What the exercise asks: When a line below holds the string "Comete", show that line.

[Saved data entries]
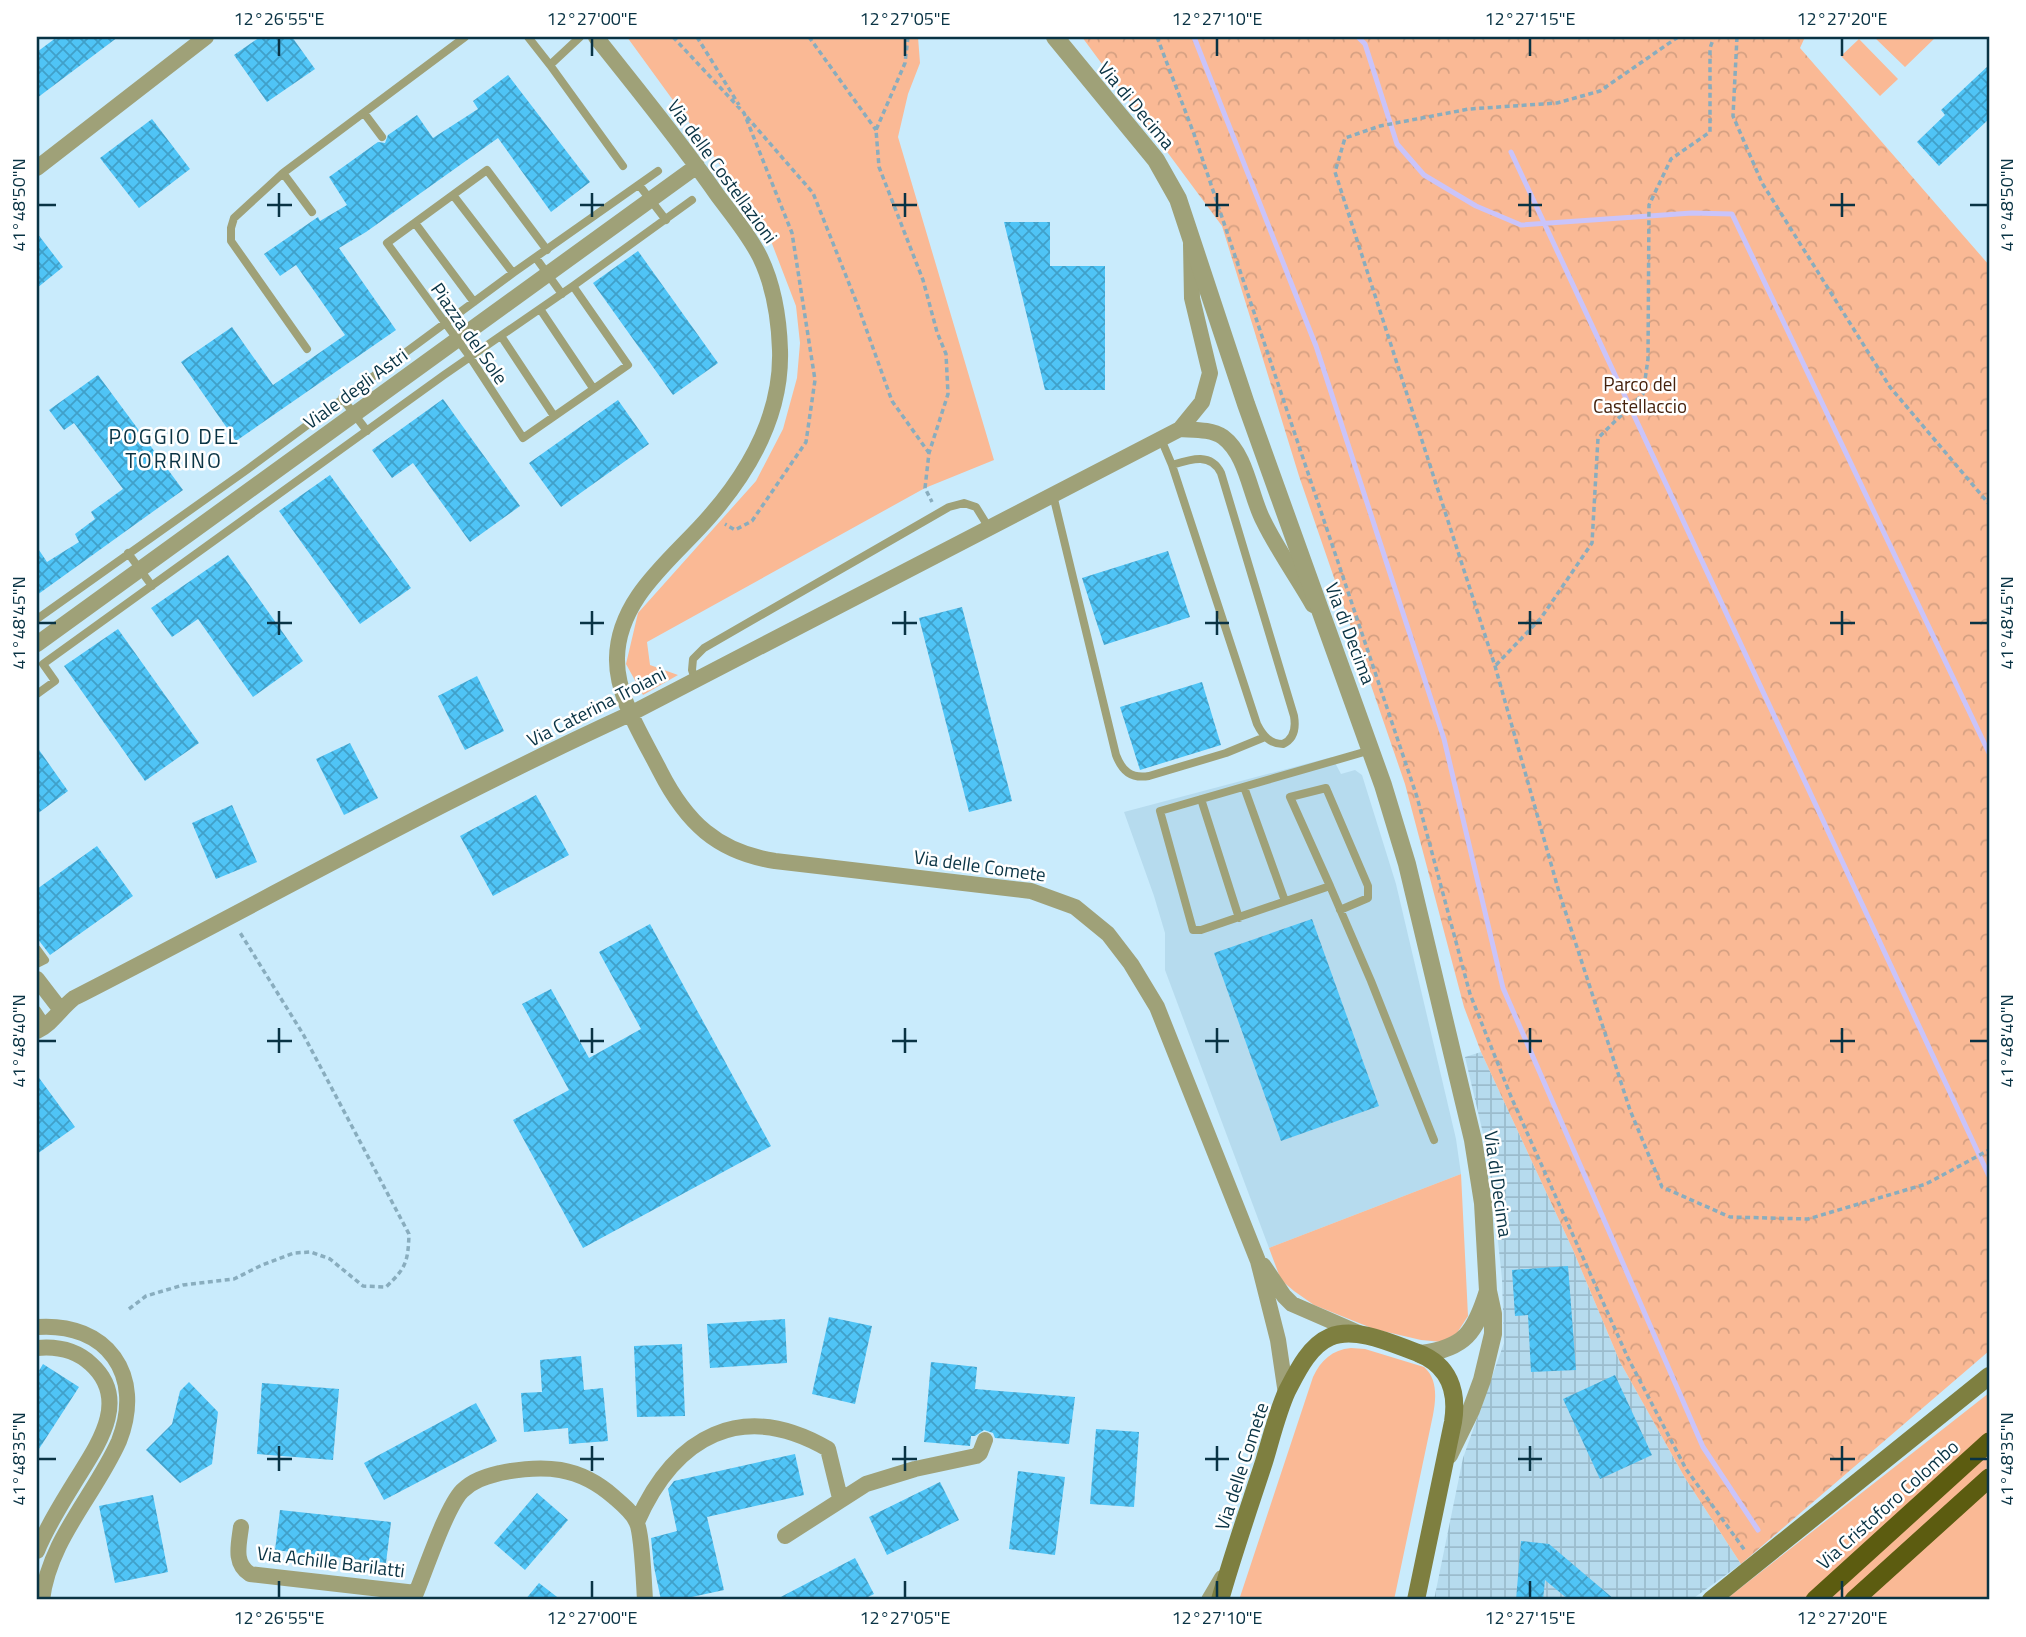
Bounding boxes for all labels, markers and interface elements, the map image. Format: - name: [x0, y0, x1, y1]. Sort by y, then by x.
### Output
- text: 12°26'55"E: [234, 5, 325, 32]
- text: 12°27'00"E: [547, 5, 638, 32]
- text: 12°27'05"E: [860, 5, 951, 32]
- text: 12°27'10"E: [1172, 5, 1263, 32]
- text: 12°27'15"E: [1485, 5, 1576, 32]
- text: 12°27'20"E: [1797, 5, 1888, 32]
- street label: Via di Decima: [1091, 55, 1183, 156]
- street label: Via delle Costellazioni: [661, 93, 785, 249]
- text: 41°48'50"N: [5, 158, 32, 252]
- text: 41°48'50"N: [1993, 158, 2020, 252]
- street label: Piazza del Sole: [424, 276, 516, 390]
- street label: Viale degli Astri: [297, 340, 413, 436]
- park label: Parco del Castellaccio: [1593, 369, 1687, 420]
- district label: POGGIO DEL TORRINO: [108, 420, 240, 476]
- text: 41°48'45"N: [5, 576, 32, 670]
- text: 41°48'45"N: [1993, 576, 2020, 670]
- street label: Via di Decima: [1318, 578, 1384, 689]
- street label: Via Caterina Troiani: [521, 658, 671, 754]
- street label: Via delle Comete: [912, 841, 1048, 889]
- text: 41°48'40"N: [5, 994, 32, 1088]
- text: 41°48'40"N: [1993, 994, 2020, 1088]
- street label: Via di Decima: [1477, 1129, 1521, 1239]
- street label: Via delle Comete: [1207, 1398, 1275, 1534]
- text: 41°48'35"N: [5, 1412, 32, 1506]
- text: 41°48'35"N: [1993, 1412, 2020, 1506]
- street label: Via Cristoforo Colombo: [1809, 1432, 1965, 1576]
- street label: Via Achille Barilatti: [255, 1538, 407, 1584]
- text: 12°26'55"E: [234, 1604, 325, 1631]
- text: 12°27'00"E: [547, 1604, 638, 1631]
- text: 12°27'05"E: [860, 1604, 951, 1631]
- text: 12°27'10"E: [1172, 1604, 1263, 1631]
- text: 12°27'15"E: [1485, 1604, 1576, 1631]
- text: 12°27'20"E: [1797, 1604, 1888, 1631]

Solution for this task:
- street label: Via delle Comete: [912, 841, 1048, 889]
- street label: Via delle Comete: [1207, 1398, 1275, 1534]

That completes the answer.